E-book library borrowing hits record pace
New tablet owners find a long waiting list for popular titles
Computerworld - Holiday sales of new tablets and e-readers have catapulted e-book borrowing at many of the nation's libraries, raising the question of how libraries can keep up with demand -- especially when some publishers still balk at e-book lending.
The demand for e-books at some major public libraries more than doubled so far in December and January compared to a year ago, causing frustrations for e-book users and librarians alike.
"Demand for e-book borrowing has definitely gone up...dramatically recently," said Laura Irmscher, collection development manager for the Boston Public Library, the nation's oldest with a central library and 26 branches. She said e-book borrowing demand at the Boston libraries more than tripled in December, compared to December 2010. For the first half of January, more than 700 people a day tried to borrow an e-book, or added their name to a long waiting list for some of the more popular titles.
At the New York Public Library, 2,907 e-books and materials were checked out on Dec. 26, 2011, nearly double the 1,523 checked out on the same date in 2010, said Miriam Tuliao, assistant director of collections strategy for the library. In all, the New York Public Library has 22,000 unique e-book titles.
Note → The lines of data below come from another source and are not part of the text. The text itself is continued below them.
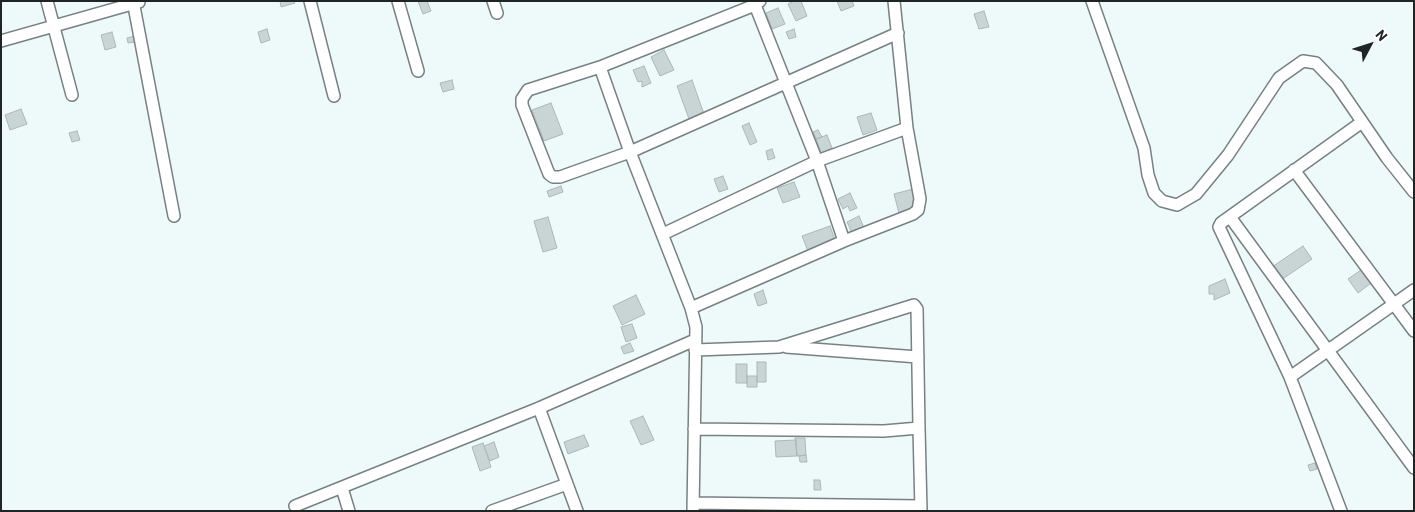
<!DOCTYPE html>
<style>
body{margin:0}
#map{position:relative;width:1415px;height:512px;overflow:hidden;background:#eefafa;font-family:Barlow,sans-serif}
canvas{display:block}
.frame{position:absolute;inset:0;border:2px solid #202424;pointer-events:none}
.north{position:absolute;left:1345px;top:20px;width:50px;height:50px;-webkit-text-stroke:4px #fff;paint-order:stroke;rotate:50deg;font-size:14px;font-weight:700;line-height:20px;text-align:center;color:#202424}
.north::after{content:'';display:block;margin:auto;width:18px;height:22px;background:#202424;clip-path:polygon(50% 0,100% 100%,50% 72%,0 100%)}
</style>
<div id="map">
<canvas width="1415" height="512"></canvas>
<div class="frame"></div>
<div class="north">N</div>
</div>
<script>
const ctx = document.querySelector('canvas').getContext('2d');
ctx.lineJoin = 'round';
function fill(path, color) { ctx.fillStyle = color; ctx.fill(path, 'evenodd'); }
const shape = rows => new Path2D(rows.map(r => 'M' + r).join(''));
function strokePath(path, color, width, dash) { ctx.strokeStyle = color; ctx.lineWidth = width; ctx.lineCap = dash ? 'butt' : 'round'; ctx.setLineDash(dash || []); ctx.stroke(path); }
const building = shape([
 [280,1,294,1,295,3,281,7,280,1],
 [418,1,427,1,431,11,423,14,418,1],
 [794,1,801,1,807,16,796,21,788,4,794,1],
 [837,1,852,1,854,6,841,11,837,1],
 [778,8,785,24,772,29,766,13,778,8],
 [984,11,989,27,979,29,974,14,984,11],
 [267,29,270,40,261,43,258,32,267,29],
 [794,29,796,37,789,39,786,32,794,29],
 [112,32,116,47,105,50,101,35,112,32],
 [135,36,136,42,128,43,127,38,135,36],
 [664,50,674,70,660,76,651,57,664,50],
 [644,66,651,83,642,87,642,81,638,82,633,70,644,66],
 [452,80,454,89,443,92,440,83,452,80],
 [692,80,704,114,689,119,677,86,692,80],
 [551,103,563,134,544,141,532,110,551,103],
 [21,109,27,124,10,130,5,115,21,109],
 [871,113,877,130,863,135,857,117,871,113],
 [749,123,757,142,750,145,742,126,749,123],
 [818,130,822,137,816,139,813,132,818,130],
 [77,131,80,140,72,142,69,133,77,131],
 [827,135,832,148,821,153,816,139,827,135],
 [772,149,775,158,768,160,766,151,772,149],
 [723,176,728,189,719,192,714,179,723,176],
 [794,182,800,197,783,203,777,188,794,182],
 [561,186,563,192,549,197,547,191,561,186],
 [913,189,918,207,899,213,894,194,913,189],
 [850,193,857,208,850,211,848,206,843,209,838,199,850,193],
 [859,216,864,228,852,233,847,222,859,216],
 [548,217,557,248,543,252,534,221,548,217],
 [830,226,835,240,808,251,802,236,830,226],
 [1303,246,1312,259,1281,280,1272,267,1303,246],
 [1361,270,1371,283,1358,293,1348,279,1361,270],
 [1225,279,1230,293,1214,300,1214,294,1209,294,1209,286,1225,279],
 [763,290,767,303,758,306,754,294,763,290],
 [636,295,645,314,622,325,613,306,636,295],
 [632,324,637,338,626,342,621,327,632,324],
 [630,343,634,351,624,354,621,347,630,343],
 [757,362,766,362,766,382,757,382,757,362],
 [736,364,747,364,747,383,736,383,736,364],
 [747,376,757,376,757,387,747,387,747,376],
 [643,416,654,440,641,445,630,421,643,416],
 [584,435,589,446,568,454,564,442,584,435],
 [795,438,805,438,806,455,797,456,795,438],
 [796,440,797,456,776,457,775,441,796,440],
 [494,442,499,457,490,461,484,446,494,442],
 [483,443,491,467,480,471,472,447,483,443],
 [806,455,807,462,800,462,799,456,806,455],
 [1315,463,1317,469,1310,471,1308,465,1315,463],
 [814,480,820,480,821,490,814,490,814,480]
]);
const minor = shape([
 [47,1,72,95],
 [133,1,174,216],
 [310,1,334,96],
 [398,1,418,71],
 [493,1,497,13],
 [760,1,755,5,600,67,528,90,522,99,522,105,549,174,553,177,560,177,630,152,898,33],
 [1092,1,1144,148,1148,175,1154,193,1162,201,1177,205,1196,194,1228,155,1279,78,1303,61,1316,63,1337,85,1387,158,1414,192],
 [755,5,817,161,844,241],
 [1,41,139,2],
 [600,67,630,152,691,308,696,327,693,511],
 [1294,170,1414,331],
 [1230,217,1414,468],
 [663,234,817,161,907,128],
 [691,308,844,241,913,214,918,210,920,199,907,128,894,1],
 [786,347,918,357],
 [695,350,779,347,914,305,917,309,919,428],
 [1290,377,1414,290],
 [539,408,577,511],
 [694,429,884,431,919,428,921,511],
 [342,488,349,511],
 [693,503,921,506],
 [295,506,539,408,695,340],
 [492,511,567,484],
 [1341,511,1290,377,1219,227,1221,223,1362,122]
]);
fill(building, '#c9d4d4');
strokePath(building, '#acb7b7', 1);
strokePath(minor, '#778181', 14);
strokePath(minor, '#fff', 11);
</script>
Libraries see increased demand
For the past three years, as e-book readers have gained popularity, librarians have noticed a big uptick in e-book borrowing each January. But this month has been especially busy. Most librarians and analysts attribute the growth to the sales of new tablets such as the Amazon Kindle Fire or the Barnes & Noble Nook Tablet, and continued strong sales of the iPad 2, as well as black-and-white e-readers selling for well below $200.
One analyst at Barclays said 5.5 million Kindle Fire tablets were sold in the fourth quarter, higher than earlier estimates by analysts that between three million and five million would be sold during that period.
While many e-book titles are available for borrowing at public libraries, there is usually a long virtual line for the most popular books.
At libraries surveyed by Computerworld in New York, Chicago, Washington and Los Angeles, e-borrowers of John Grisham's The Litigators had to join a long waiting list. In Boston, 150 people were on a list for one of the 15 available copies of the Grisham e-book. Long waiting lists apply for The Girl with the Dragon Tattoo as well.
Some in the e-book reading public have been disappointed by the shortage of the popular books in libraries, complaining that the e-reader and tablet industry is biased toward getting the public to buy an actual book rather than borrow it. A blogger at Actuarial Opinions complained that "practically all of the e-books are checked out, and the waiting list is usually 20+" for the New York Public Library.